##### The input #####

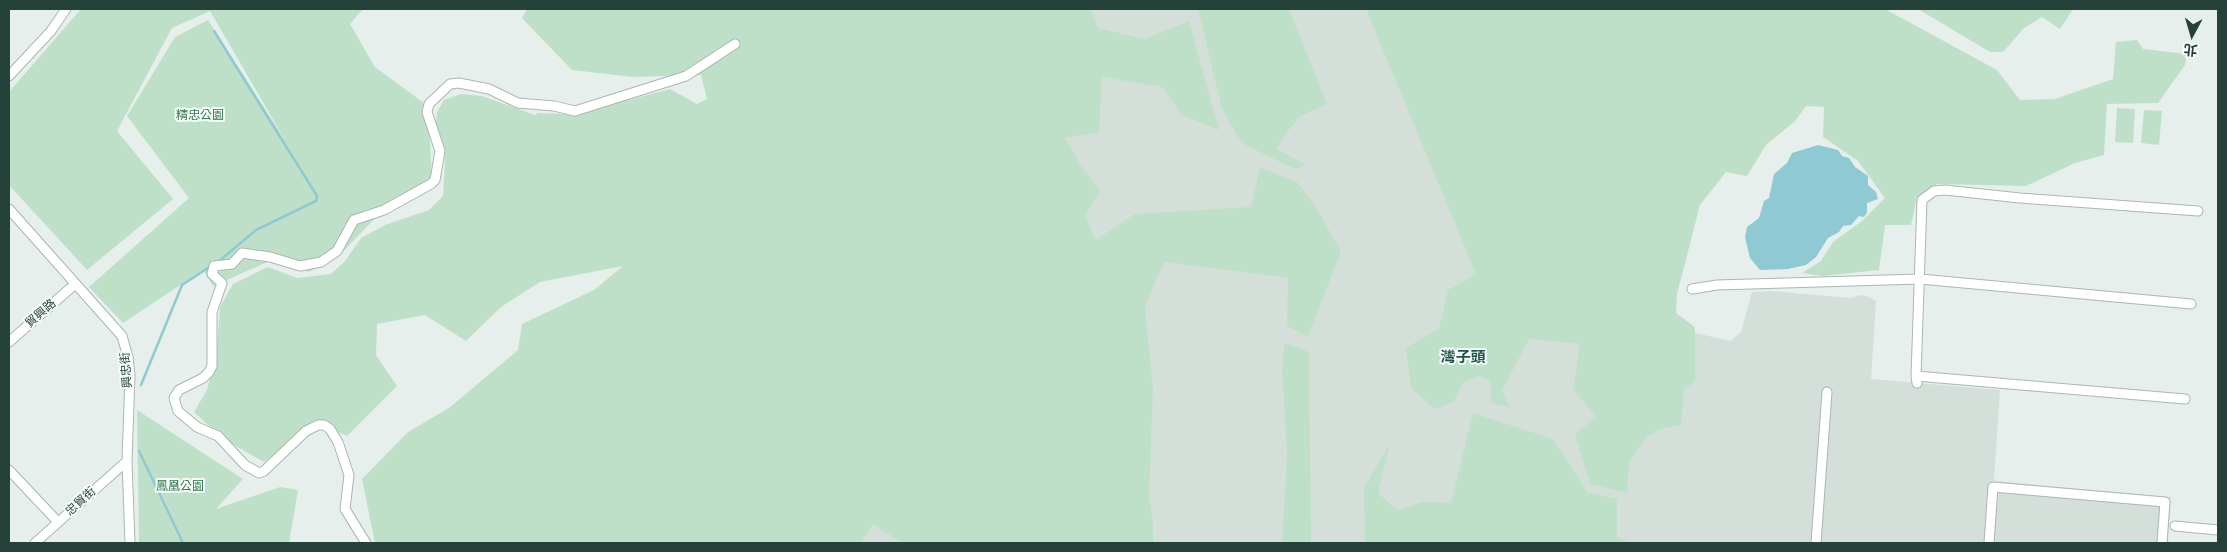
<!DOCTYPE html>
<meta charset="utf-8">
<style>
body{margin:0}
#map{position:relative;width:2227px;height:552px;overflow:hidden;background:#e6efeb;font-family:Roboto,"Noto Sans TC",sans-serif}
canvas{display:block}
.frame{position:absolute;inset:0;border:10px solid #24423a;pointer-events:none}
.north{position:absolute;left:2167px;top:10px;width:50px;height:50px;-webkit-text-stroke:4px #f7fbf9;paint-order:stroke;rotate:186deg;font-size:14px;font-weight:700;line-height:20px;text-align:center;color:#24423a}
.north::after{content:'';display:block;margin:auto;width:18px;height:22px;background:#24423a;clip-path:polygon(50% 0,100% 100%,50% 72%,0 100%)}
</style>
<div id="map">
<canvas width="2227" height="552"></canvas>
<div class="frame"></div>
<div class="north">北</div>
</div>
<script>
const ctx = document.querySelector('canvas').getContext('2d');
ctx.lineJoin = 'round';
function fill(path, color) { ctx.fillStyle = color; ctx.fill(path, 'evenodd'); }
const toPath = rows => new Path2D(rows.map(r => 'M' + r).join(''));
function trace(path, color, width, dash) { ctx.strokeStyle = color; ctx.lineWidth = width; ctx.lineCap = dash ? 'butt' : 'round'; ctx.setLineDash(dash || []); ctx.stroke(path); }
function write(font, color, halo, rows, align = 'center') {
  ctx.font = font + ' Roboto,"Noto Sans TC",sans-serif'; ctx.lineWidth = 4; ctx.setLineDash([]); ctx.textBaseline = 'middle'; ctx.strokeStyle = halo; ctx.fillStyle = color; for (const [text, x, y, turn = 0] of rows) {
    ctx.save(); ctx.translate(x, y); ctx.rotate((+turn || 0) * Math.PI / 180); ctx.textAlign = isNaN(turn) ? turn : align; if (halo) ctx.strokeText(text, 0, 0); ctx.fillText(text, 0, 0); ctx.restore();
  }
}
const built = toPath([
 [830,9,1590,9,1678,329,1730,341,1741,332,1752,292,1772,291,1851,298,1861,295,1869,297,1876,301,1871,379,2000,390,1994,481,2171,497,2168,543,674,543]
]);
const green = toPath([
 [81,9,363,9,350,24,375,67,428,106,432,178,379,214,338,257,309,272,272,260,213,286,203,270,123,323,89,287,189,198,127,116,175,37,208,20,285,140,210,11,172,28,117,131,173,199,87,270,9,185,9,92],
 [527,9,1091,9,1098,28,1144,39,1189,21,1219,130,1182,115,1162,87,1102,77,1099,133,1065,138,1081,166,1100,191,1085,215,1096,240,1135,214,1251,207,1260,168,1296,181,1312,201,1341,251,1308,337,1287,326,1288,278,1164,262,1145,307,1153,389,1149,496,1153,523,1153,543,902,543,873,524,861,543,375,543,362,479,408,432,449,408,518,350,522,324,594,290,623,266,540,282,501,307,466,341,425,315,377,324,376,355,397,386,347,436,317,422,264,462,223,439,194,412,207,390,217,349,220,307,233,284,268,267,297,278,331,274,345,261,361,238,385,225,429,210,443,196,445,164,444,146,435,132,437,112,444,100,461,94,482,96,535,115,538,113,565,114,598,108,670,89,697,104,707,99,701,75,633,77,572,70,522,18],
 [1198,9,1289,9,1327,104,1299,117,1283,137,1277,149,1306,165,1295,169,1247,146,1238,137,1222,109],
 [1366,9,1885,9,1997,70,2020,100,2055,99,2113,79,2116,42,2137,40,2143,49,2187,54,2185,65,2158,103,2107,104,2104,155,2075,163,2026,186,1937,184,1917,197,1911,225,1885,225,1879,270,1823,276,1802,273,1821,261,1833,242,1862,221,1885,198,1858,161,1823,137,1824,107,1806,106,1795,121,1766,145,1747,176,1726,172,1700,205,1677,294,1676,313,1695,327,1695,381,1684,390,1681,425,1659,429,1647,437,1629,462,1627,493,1590,484,1575,434,1596,417,1573,389,1580,344,1529,339,1502,391,1510,407,1491,403,1491,382,1479,376,1463,383,1454,402,1435,409,1411,388,1406,348,1439,328,1448,290,1476,274],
 [1918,9,2073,9,2060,29,2042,17,2024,28,2003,52,1990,52],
 [2117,108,2135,109,2133,143,2115,142],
 [2144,110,2162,111,2159,145,2141,143],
 [1285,343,1309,352,1311,543,1282,543,1287,454,1282,367],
 [137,410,243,479,216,509,280,487,298,490,289,543,139,543],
 [1473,413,1553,439,1587,492,1617,499,1617,537,1631,543,1365,543,1364,488,1390,444,1378,493,1398,511,1421,502,1451,503]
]);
const water = toPath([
 [1818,145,1838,150,1842,156,1849,158,1855,167,1868,176,1868,185,1876,192,1878,199,1867,203,1867,213,1864,217,1859,216,1851,225,1843,226,1839,232,1828,238,1816,257,1806,265,1788,269,1760,270,1750,258,1745,237,1747,227,1759,218,1764,201,1769,198,1774,174,1787,163,1792,153]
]);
const stream = toPath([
 [214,31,317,196,316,201,256,230,218,262],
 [141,385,182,285,211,266],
 [139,451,183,543]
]);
const minor = toPath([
 [9,76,51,31,66,9],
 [9,209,122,336,128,357,130,375,127,461,130,543],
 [1692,289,1717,285,1920,279,2191,304],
 [9,342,74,285],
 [1916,376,1922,200,1934,191,1945,190,2020,198,2198,211],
 [1917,383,1916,376,2185,399],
 [9,470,58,522],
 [2175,526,2218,530],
 [35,543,127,461],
 [366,543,345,509,349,475,338,442,330,429,324,425,318,425,306,431,264,471,259,473,245,465,218,436,197,427,178,411,174,398,179,390,203,378,209,372,212,366,212,312,222,283,212,274,214,266,232,264,242,253,270,257,300,266,321,262,337,251,354,220,384,210,431,184,435,180,440,151,427,112,429,104,450,84,459,83,489,89,518,103,554,106,575,111,686,76,735,44],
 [1816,543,1827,392],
 [1989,543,1993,487,2165,502,2162,543]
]);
const parkNames = [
 ["精忠公園",200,116],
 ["鳳凰公園",180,487]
];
const streetNames = [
 ["貿興路",41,314,-41],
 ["興忠街",127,370,-95],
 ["忠貿街",81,502,-42]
];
const quarterNames = [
 ["灣子頭",1463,358]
];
fill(built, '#d4dfda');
fill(green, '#bfe0c8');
fill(water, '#8ec9d4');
trace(stream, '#8ec9d4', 2.5);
trace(minor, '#a8b8b2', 11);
trace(minor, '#fff', 9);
write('12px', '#2d7a4b', '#f7fbf9', parkNames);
write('12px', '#24423a', '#f7fbf9', streetNames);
write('bold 15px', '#1f5548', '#f7fbf9', quarterNames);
</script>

#####

Task item: Among the lines above, show every one that contains the string "canvas".

Completed exercise:
canvas{display:block}
<canvas width="2227" height="552"></canvas>
const ctx = document.querySelector('canvas').getContext('2d');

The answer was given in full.